In der Paketzustellung wird seit vielen Jahren nach diesem Modell gearbeitet. In der Brief- und Verbundzustellung wurde die Umstellung mutmaßlich Anfang 2022 begonnen. Ob sie inzwischen deutschlandweit durchgeführt wurde, ist Paketda nicht bekannt.
Angesichts der Zustellprobleme bei der Deutschen Post im Sommer sind Zweifel an der Flexibilisierung angebracht. Rein spekulativ könnte es sogar sein, dass die Probleme durch die Flexibilisierung (mit-) verursacht wurden, denn in den Sommern der Vorjahre gab es derart heftige Ausfälle nicht.
Die Deutsche Post gibt selbst zu, dass in einigen Regionen Personalmangel herrscht und darunter die Zustellung leidet (Beispiel: Luhden in Niedersachsen). Ein Postkunde aus Nürnberg beschwerte sich bei der Deutschen Post und erhielt folgende Antwort:
"Auch wir legen einen großen Wert auf eine zuverlässige Auslieferung der uns anvertrauten Sendungen. Daher haben wir aufgrund Ihrer Schilderungen sofort Kontakt mit der örtlichen Betriebsleitung aufgenommen. Von dort wird uns berichtet, in den vergangenen Wochen kam es aufgrund von kurzfristigen und nicht vorhersehbaren Personalausfällen, die nicht kompensiert werden konnten, zu Störungen im Betriebsablauf.
In Folge dessen stieg der Arbeitsvorrat auf ein weit über das sonst übliche Maß an und konnte nicht so rasch aufgearbeitet werden. Dies hatte auch zur Folge, dass Sendungen für Postfachempfänger, die an die Hausadresse gerichtet waren und daher erst von der Zustellung an die Postfachanlage weitergegeben werden mussten, ebenfalls erheblich verzögert wurden. Wir bedauern sehr, dass auch Ihre private sowie geschäftliche Briefpost davon betroffen war."

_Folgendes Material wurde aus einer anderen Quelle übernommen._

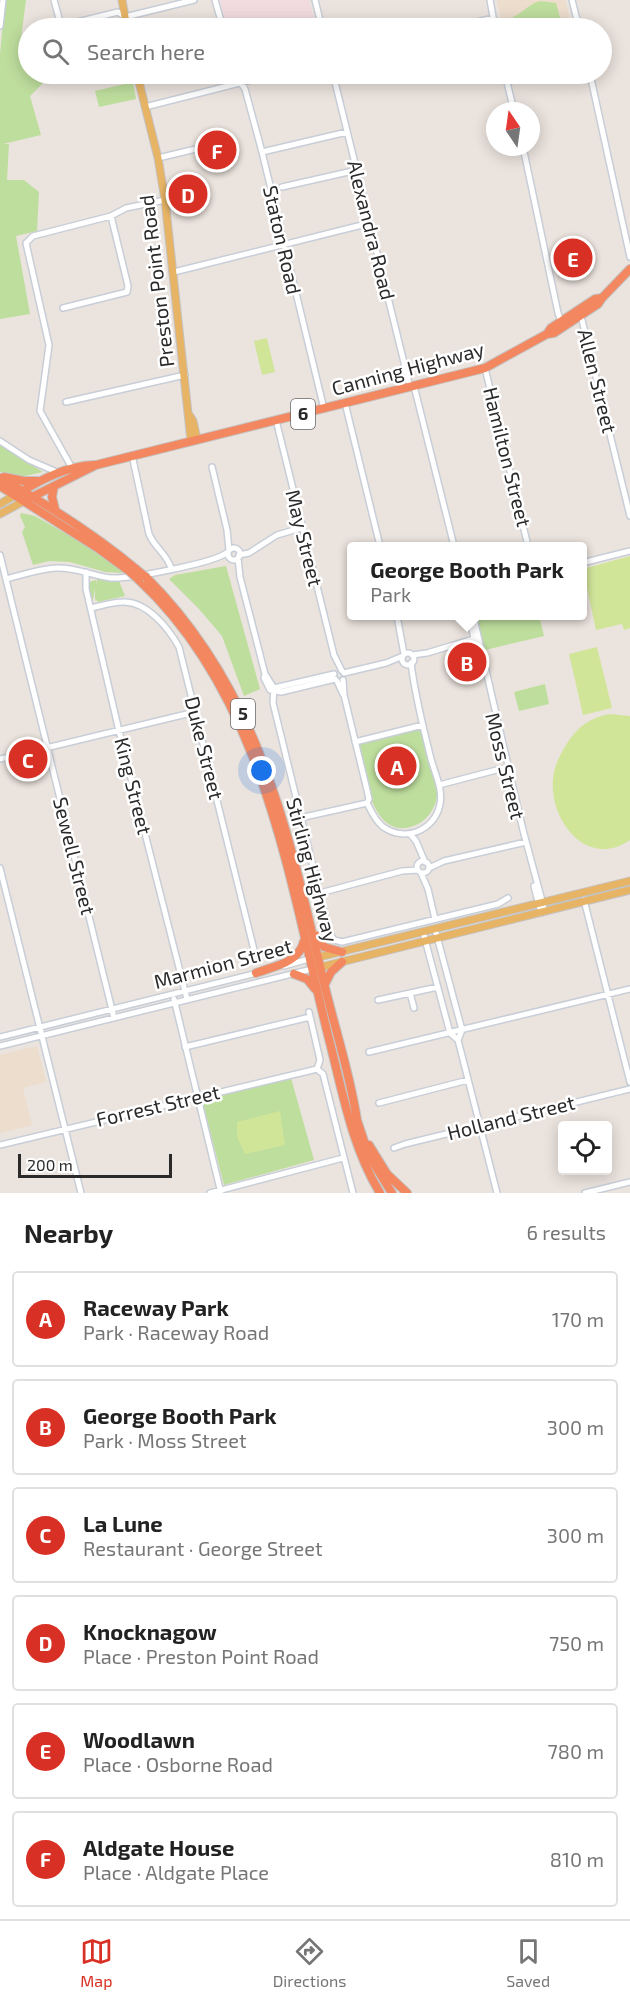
<!DOCTYPE html>
<html lang="en">
<head>
<meta charset="utf-8">
<style>
  :root { --surface:#fff; --page:#f2f2f2; --text:#222; --muted:#767676; --line:#e0e0e0; --accent:#d93025 }
  body { margin:0; font-family:"Exo 2",sans-serif; background:var(--page); color:var(--text) }
  .controls { position:absolute; right:18px; bottom:18px; display:grid; overflow:hidden; border-radius:6px; box-shadow:0 3px 15px #0003 }
  .controls button { width:54px; height:54px; display:grid; place-items:center; padding:0; border:0; border-bottom:2px solid var(--line); background:var(--surface); color:var(--text); font:30px sans-serif }
  .compass { position:absolute; left:486px; top:102px; width:54px; height:54px; border-radius:50%; background:var(--surface); box-shadow:0 3px 15px #0003; rotate:347deg }
  .scale { position:absolute; left:18px; bottom:15px; width:154px; box-sizing:border-box; padding-left:6px; border:3px solid #2a2a2a; border-top:0; font-size:16px; line-height:21px; white-space:nowrap; color:#2a2a2a; -webkit-text-stroke:4px #fff; paint-order:stroke }
  .you { position:absolute; left:262px; top:771px; width:21px; height:21px; margin:-15px; border:4px solid #fff; border-radius:50%; background:#1a73e8; box-shadow:0 0 0 9px #1a73e833 }
  .badge { display:grid; place-items:center; width:39px; height:39px; border-radius:50%; background:var(--accent); color:#fff; font-size:20px; font-weight:700 }
  .pin { position:absolute; translate:-50% -50%; border:3px solid #fff; box-shadow:0 2px 6px #0006 }
  .popup { position:absolute; left:347px; top:542px; width:240px; height:78px; box-sizing:border-box; display:grid; place-content:center; border-radius:6px; background:var(--surface); filter:drop-shadow(0 2px 4px #0005); font-size:20px; white-space:nowrap; color:var(--muted) }
  .popup b { font-size:22px; color:var(--text) }
  .popup::after { content:''; position:absolute; left:50%; top:100%; margin-left:-12px; border:12px solid transparent; border-top-color:var(--surface) }
  .list { margin:0; padding:0; list-style:none }
  h2 { display:flex; justify-content:space-between; align-items:center; height:78px; margin:0; padding:0 24px; font-size:26px }
  h2 small { font-size:20px; font-weight:400; color:var(--muted) }
  .list li { display:grid; grid-template-columns:39px 1fr auto; gap:18px; align-items:center; box-sizing:border-box; height:96px; margin:0 12px 12px; padding:0 12px; border:2px solid var(--line); border-radius:6px }
  .list b { display:block; font-size:22px; white-space:nowrap }
  .list p { margin:0; font-size:20px; white-space:nowrap; color:var(--muted) }
  .list em { font-size:20px; font-style:normal; color:var(--muted) }
  .icon { flex:none; width:33px; height:33px; fill:none; stroke:currentColor; stroke-width:2; stroke-linecap:round; stroke-linejoin:round }
  .map { position:relative; flex:none; width:630px; height:1193px; overflow:hidden }
  .search { position:absolute; background:var(--surface); box-shadow:0 3px 15px #0003; left:18px; right:18px; top:18px; height:66px; display:flex; align-items:center; gap:15px; box-sizing:border-box; padding:0 21px; border-radius:33px; color:var(--muted); font-size:22px }
  .sheet { height:726px; background:var(--surface) }
  nav { display:flex; justify-content:space-around; align-items:center; box-sizing:border-box; height:84px; border-top:2px solid var(--line); background:var(--surface); font-size:16px; color:var(--muted) }
  nav a { display:grid; justify-items:center; gap:3px }
  nav .on { color:var(--accent) }
  .map>svg:first-child { display:block }
  .education { fill:#ecddcd }
  .medical { fill:#f1dbdf }
  .green { fill:#bede9d }
  .pitch { fill:#d1e599 }
  .lines { fill:none; stroke-linecap:round; stroke-linejoin:round }
  .minor-casing { stroke:#c8ced7; stroke-width:8 }
  .major-casing { stroke:#c3c3c3; stroke-width:9 }
  .highway-casing { stroke:#c3c3c3; stroke-width:10 }
  .minor { stroke:#fff; stroke-width:5 }
  .major { stroke:#e7b466; stroke-width:7 }
  .highway { stroke:#f38860; stroke-width:8 }
  .highway-bridge-casing { stroke:#c3c3c3; stroke-width:10; stroke-linecap:butt }
  .highway-bridge { stroke:#f38860; stroke-width:8 }
  .labels { text-anchor:middle; stroke-width:5; stroke-linejoin:round; paint-order:stroke }
  .shield { fill:#fff; stroke:#6a6a6a; stroke-width:1.5 }
  .shield-label { font-size:18px; font-weight:bold; fill:#2a2a2a }
  .street-label { font-size:20px; fill:#2a2a2a; stroke:#fff }
</style>
</head>
<body>
<div class="map">
<svg width="630" height="1193" viewBox="0 0 630 1193">
  <rect width="100%" height="100%" fill="#ebe3dd"/>
  <path class="education" d="M497 0H565L572 28H503Z
    M37 1046 46 1082 23 1088 32 1125 0 1133V1055Z"/>
  <path class="medical" d="M220 0H309L316 28H227Z"/>
  <path class="green" d="M5 0H26L21 38 28 39V74H42V84L30 96 41 135 3 144H9L7 180H24L39 192 37 231 16 236 30 314 0 319V54Z
    M540 1 556 3 563 28H515L514 24 510 22 513 17C524 12 529 4 540 1Z
    M133 82 136 99 99 107 95 91Z
    M0 445 43 472 20 477 0 472Z
    M21 513 35 516 91 548 125 573 105 572 70 562 49 561 33 565 22 532 25 527 20 516Z
    M226 566 260 689 244 696 222 636 199 609 169 579 175 575Z
    M97 579 119 581 125 596 98 602 95 599V588L93 600 90 594 89 582 96 580V585Z
    M476 616H539L544 636 485 650Z
    M473 647 479 672 462 676 455 651Z
    M545 684 549 704 519 711 514 692Z
    M421 729C426 748 438 777 437 796 436 807 428 818 420 823 372 849 364 772 357 744Z
    M291 1078 314 1160 224 1185 202 1100Z"/>
  <path class="pitch" d="M267 338 275 372 262 375 254 341Z
    M630 556V628L624 630 622 624 596 630 583 569Z
    M597 647 612 708 583 715 569 654Z
    M610 714 630 716V840C587 870 549 820 553 779 554 766 560 755 566 745 576 728 590 717 610 714Z
    M280 1111 285 1145 245 1154 237 1137V1122Z"/>
  <g class="lines">
    <g class="minor-casing">
      <path id="minor" d="M54 0 60 22 65 25 118 12 125 17 194 0
        M215 0 223 28
        M315 0 322 28
        M490 0 495 28
        M572 0 579 28
        M0 26 3 0
        M453 28 493 18
        M235 74 245 89 262 152 324 409
        M333 74 410 387
        M505 74 514 111
        M590 74 630 257
        M145 107 275 74
        M523 147 558 313 561 321
        M262 152 347 132
        M158 158 200 148
        M282 187 357 170
        M174 272 370 223
        M63 308 127 292 128 286 111 216
        M581 316 630 516
        M485 368 528 546
        M414 386 454 546
        M66 402 185 375
        M345 403 380 546
        M276 420 334 655 342 671
        M0 441 29 460 59 473
        M132 455 149 534C154 547 167 554 171 568
        M212 467 227 530 229 550
        M72 468 40 411 49 345 26 243 33 236 111 216 126 208 165 200
        M228 554a6 6 0 1 1 12 0a6 6 0 1 1-12 0Z
        M0 555 114 1018
        M239 555 249 553 277 535 301 528
        M238 558 240 577 265 674 264 678 270 690 281 692 335 679
        M582 563 630 551
        M86 572V589L119 731 187 999
        M6 579C22 575 39 569 56 568 76 567 92 576 111 578 130 579 215 563 228 552
        M91 608C101 606 112 602 123 602 147 601 169 629 179 647L255 954
        M397 616 404 654
        M471 616 475 623 523 830 545 912
        M472 619 471 624 478 658
        M402 659a6 6 0 1 1 12 0a6 6 0 1 1-12 0Z
        M412 655 427 653 477 638
        M344 673 386 663 403 656
        M265 674 274 688 273 703 329 932 334 940 342 942 498 904 508 898
        M343 680 344 695 367 790 369 799 367 803
        M337 681 343 694
        M274 688 334 674
        M355 742 423 725
        M0 759 195 712
        M439 785 508 767
        M367 803C371 811 375 820 382 826 404 843 435 831 440 804 443 789 435 774 431 759 423 727 415 696 411 663
        M300 818 367 803
        M410 834 416 841 425 862
        M417 867a6 6 0 1 1 12 0a6 6 0 1 1-12 0Z
        M0 868 81 1193
        M429 868 444 861 526 842
        M421 873 428 889 435 919
        M534 886 541 913
        M320 893 402 871 418 870
        M584 900 630 1082
        M435 929 462 1030 458 1040
        M423 932 450 1033 458 1040 497 1193
        M284 966 309 959
        M410 993 414 1008
        M174 999 221 1193
        M378 1000 438 987
        M309 1012 320 1060 317 1069 323 1074 353 1193
        M0 1037 257 973
        M0 1046 312 969
        M185 1047 310 1017
        M369 1052 630 989
        M379 1103 468 1080
        M0 1145 317 1069
        M394 1148 405 1144 630 1089
        M210 1193 343 1158
        M585 1193 630 1182"/>
    </g>
    <g class="major-casing">
      <path id="major" d="M122 0 127 28
        M137 74 158 158 165 200 191 441
        M190 416 193 421 197 439
        M0 504 15 495
        M0 514 24 501
        M315 958 630 881
        M317 968 630 890"/>
    </g>
    <g class="highway-casing">
      <path id="highway" d="M547 334 554 333 598 304 602 298 630 269
        M4 477 24 481H37
        M0 478C48 505 94 534 136 569
        M0 486 99 549 129 571
        M54 486 52 497 55 509
        M19 493C42 479 67 466 94 465
        M24 501 96 465 485 368 547 334 551 328 595 299 602 298
        M147 578C259 690 288 831 323 979 334 1026 350 1073 357 1120L369 1156 392 1193
        M139 580C266 698 289 883 330 1043 343 1094 352 1147 380 1193
        M317 936 324 947 342 952
        M256 973C274 966 299 963 304 941
        M294 974 307 979 315 989
        M325 984 331 972 342 962
        M369 1145 387 1174 407 1193"/>
    </g>
    <use href="#minor" class="minor"/>
    <use href="#major" class="major"/>
    <use href="#highway" class="highway"/>
    <g class="highway-bridge-casing">
      <path id="highway-bridge" d="M136 569 147 578
        M129 571 139 580"/>
    </g>
    <use href="#highway-bridge" class="highway-bridge"/>
  </g>
  <g class="labels">
    <g class="shield">
      <rect x="291" y="399" width="24" height="30" rx="4.5"/>
      <rect x="231" y="699" width="24" height="30" rx="4.5"/>
    </g>
    <g class="shield-label">
      <text x="303" y="420">6</text>
      <text x="243" y="720">5</text>
    </g>
    <g class="street-label">
      <text transform="translate(371 230) rotate(76)" y="7">Alexandra Road</text>
      <text transform="translate(282 240) rotate(77)" y="7">Staton Road</text>
      <text transform="translate(157 281) rotate(-97)" y="7">Preston Point Road</text>
      <text transform="translate(408 369) rotate(-15)" y="7">Canning Highway</text>
      <text transform="translate(597 381) rotate(76)" y="7">Allen Street</text>
      <text transform="translate(507 457) rotate(76)" y="7">Hamilton Street</text>
      <text transform="translate(304 538) rotate(76)" y="7">May Street</text>
      <text transform="translate(204 748) rotate(76)" y="7">Duke Street</text>
      <text transform="translate(505 766) rotate(76)" y="7">Moss Street</text>
      <text transform="translate(133 786) rotate(76)" y="7">King Street</text>
      <text transform="translate(74 856) rotate(76)" y="7">Sewell Street</text>
      <text transform="translate(312 870) rotate(75)" y="7">Stirling Highway</text>
      <text transform="translate(223 964) rotate(-15)" y="7">Marmion Street</text>
      <text transform="translate(158 1106) rotate(-13)" y="7">Forrest Street</text>
      <text transform="translate(511 1118) rotate(-14)" y="7">Holland Street</text>
    </g>
  </g>
</svg>
<div class="controls">
<button><svg class="icon" aria-label="locate" viewBox="0 0 24 24"><circle cx="12" cy="12" r="6"/><path d="M12 2v4M12 18v4M2 12h4M18 12h4"/></svg></button>
</div>
<svg class="compass" viewBox="-18 -18 36 36"><path d="M0-13l5 13h-10z" fill="#e53935"/><path d="M0 13l5-13h-10z" fill="#767676"/></svg>
<div class="scale">200 m</div>
<div class="you"></div>
<div class="pin badge" style="left:397px;top:766px">A</div>
<div class="pin badge" style="left:467px;top:662px">B</div>
<div class="popup"><b>George Booth Park</b>Park</div>
<div class="pin badge" style="left:28px;top:759px">C</div>
<div class="pin badge" style="left:188px;top:194px">D</div>
<div class="pin badge" style="left:573px;top:258px">E</div>
<div class="pin badge" style="left:217px;top:150px">F</div>
<div class="search"><svg class="icon" aria-label="search" viewBox="0 0 24 24"><circle cx="10" cy="10" r="6"/><path d="M15 15l6 6"/></svg>Search here</div>
</div>
<section class="sheet">
<h2>Nearby<small>6 results</small></h2>
<ul class="list">
<li><span class="badge">A</span><div><b>Raceway Park</b><p>Park · Raceway Road</p></div><em>170 m</em></li>
<li><span class="badge">B</span><div><b>George Booth Park</b><p>Park · Moss Street</p></div><em>300 m</em></li>
<li><span class="badge">C</span><div><b>La Lune</b><p>Restaurant · George Street</p></div><em>300 m</em></li>
<li><span class="badge">D</span><div><b>Knocknagow</b><p>Place · Preston Point Road</p></div><em>750 m</em></li>
<li><span class="badge">E</span><div><b>Woodlawn</b><p>Place · Osborne Road</p></div><em>780 m</em></li>
<li><span class="badge">F</span><div><b>Aldgate House</b><p>Place · Aldgate Place</p></div><em>810 m</em></li>
</ul>
</section>
<nav>
<a class="on"><svg class="icon" aria-label="map" viewBox="0 0 24 24"><path d="M3 6l6-2 6 2 6-2v14l-6 2-6-2-6 2zM9 4v14M15 6v14"/></svg>Map</a>
<a><svg class="icon" aria-label="directions" viewBox="0 0 24 24"><path d="M12 3l9 9-9 9-9-9zM9 14v-3h6M13 9l2 2-2 2"/></svg>Directions</a>
<a><svg class="icon" aria-label="saved" viewBox="0 0 24 24"><path d="M7 4h10v16l-5-4-5 4z"/></svg>Saved</a>
</nav>
</body>
</html>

Wie aber sollen Zustellbezirke flexibel zugeschnitten werden, wenn es aufgrund Personalmangels keine zusätzlichen Mitarbeiter für sendungsstarke Tage gibt?
Je flexibler ein Zustellbezirk ist, desto kleiner ist außerdem der Stammbezirk eines Zustellers. Beliefert ein Zusteller bestimmte Straßen unregelmäßig, wird die Tour dort mangels Ortskenntnissen länger dauern als im Stammbezirk. Möglicherweise droht sogar ein Tourabbruch, wodurch sich die Arbeit an den Tagen danach weiter aufstaut.
Die Gewerkschaft Verdi ist der Meinung, dass "es mitnichten um Flexibilisierung geht, sondern vielmehr um eine Arbeitsverdichtung" (Quelle). Laut Verdi seien Folgen der Flexibilisierung hohe Krankenstände sowie Kündigungen.